Required work »
Would you restate all the data that follows, word for word?

Given data »

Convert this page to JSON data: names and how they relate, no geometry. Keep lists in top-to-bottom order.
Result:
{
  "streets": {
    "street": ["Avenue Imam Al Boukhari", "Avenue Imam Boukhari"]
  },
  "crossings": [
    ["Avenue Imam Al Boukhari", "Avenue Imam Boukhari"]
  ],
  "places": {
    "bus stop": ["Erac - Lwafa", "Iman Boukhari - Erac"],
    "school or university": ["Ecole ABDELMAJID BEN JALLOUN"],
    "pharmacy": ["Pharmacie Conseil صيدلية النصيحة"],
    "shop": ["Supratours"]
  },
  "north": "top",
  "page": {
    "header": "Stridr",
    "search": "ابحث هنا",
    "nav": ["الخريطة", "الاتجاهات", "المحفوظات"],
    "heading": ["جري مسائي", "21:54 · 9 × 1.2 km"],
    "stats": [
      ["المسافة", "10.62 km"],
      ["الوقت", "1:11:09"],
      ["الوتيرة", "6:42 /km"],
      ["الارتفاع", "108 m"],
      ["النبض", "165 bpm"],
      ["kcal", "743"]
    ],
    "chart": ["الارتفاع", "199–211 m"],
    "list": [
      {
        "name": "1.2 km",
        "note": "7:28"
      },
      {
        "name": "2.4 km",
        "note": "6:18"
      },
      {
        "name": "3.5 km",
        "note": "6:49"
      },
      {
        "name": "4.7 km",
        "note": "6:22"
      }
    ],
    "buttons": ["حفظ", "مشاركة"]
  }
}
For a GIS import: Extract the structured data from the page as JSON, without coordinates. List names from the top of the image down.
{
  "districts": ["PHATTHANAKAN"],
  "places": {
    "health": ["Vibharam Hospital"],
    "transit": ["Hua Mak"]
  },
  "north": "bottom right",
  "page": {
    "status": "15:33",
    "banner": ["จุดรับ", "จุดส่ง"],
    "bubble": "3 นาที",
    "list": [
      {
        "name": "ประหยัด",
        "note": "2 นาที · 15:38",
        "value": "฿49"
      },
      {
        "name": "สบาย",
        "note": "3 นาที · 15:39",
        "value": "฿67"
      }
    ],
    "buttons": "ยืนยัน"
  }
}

Exercise output »
Convert this page to JSON data: names and how they relate, no geometry. Keep lists in top-to-bottom order.
Result:
{
  "streets": {
    "street": ["Avenue Imam Al Boukhari", "Avenue Imam Boukhari"]
  },
  "crossings": [
    ["Avenue Imam Al Boukhari", "Avenue Imam Boukhari"]
  ],
  "places": {
    "bus stop": ["Erac - Lwafa", "Iman Boukhari - Erac"],
    "school or university": ["Ecole ABDELMAJID BEN JALLOUN"],
    "pharmacy": ["Pharmacie Conseil صيدلية النصيحة"],
    "shop": ["Supratours"]
  },
  "north": "top",
  "page": {
    "header": "Stridr",
    "search": "ابحث هنا",
    "nav": ["الخريطة", "الاتجاهات", "المحفوظات"],
    "heading": ["جري مسائي", "21:54 · 9 × 1.2 km"],
    "stats": [
      ["المسافة", "10.62 km"],
      ["الوقت", "1:11:09"],
      ["الوتيرة", "6:42 /km"],
      ["الارتفاع", "108 m"],
      ["النبض", "165 bpm"],
      ["kcal", "743"]
    ],
    "chart": ["الارتفاع", "199–211 m"],
    "list": [
      {
        "name": "1.2 km",
        "note": "7:28"
      },
      {
        "name": "2.4 km",
        "note": "6:18"
      },
      {
        "name": "3.5 km",
        "note": "6:49"
      },
      {
        "name": "4.7 km",
        "note": "6:22"
      }
    ],
    "buttons": ["حفظ", "مشاركة"]
  }
}
For a GIS import: Extract the structured data from the page as JSON, without coordinates. List names from the top of the image down.
{
  "districts": ["PHATTHANAKAN"],
  "places": {
    "health": ["Vibharam Hospital"],
    "transit": ["Hua Mak"]
  },
  "north": "bottom right",
  "page": {
    "status": "15:33",
    "banner": ["จุดรับ", "จุดส่ง"],
    "bubble": "3 นาที",
    "list": [
      {
        "name": "ประหยัด",
        "note": "2 นาที · 15:38",
        "value": "฿49"
      },
      {
        "name": "สบาย",
        "note": "3 นาที · 15:39",
        "value": "฿67"
      }
    ],
    "buttons": "ยืนยัน"
  }
}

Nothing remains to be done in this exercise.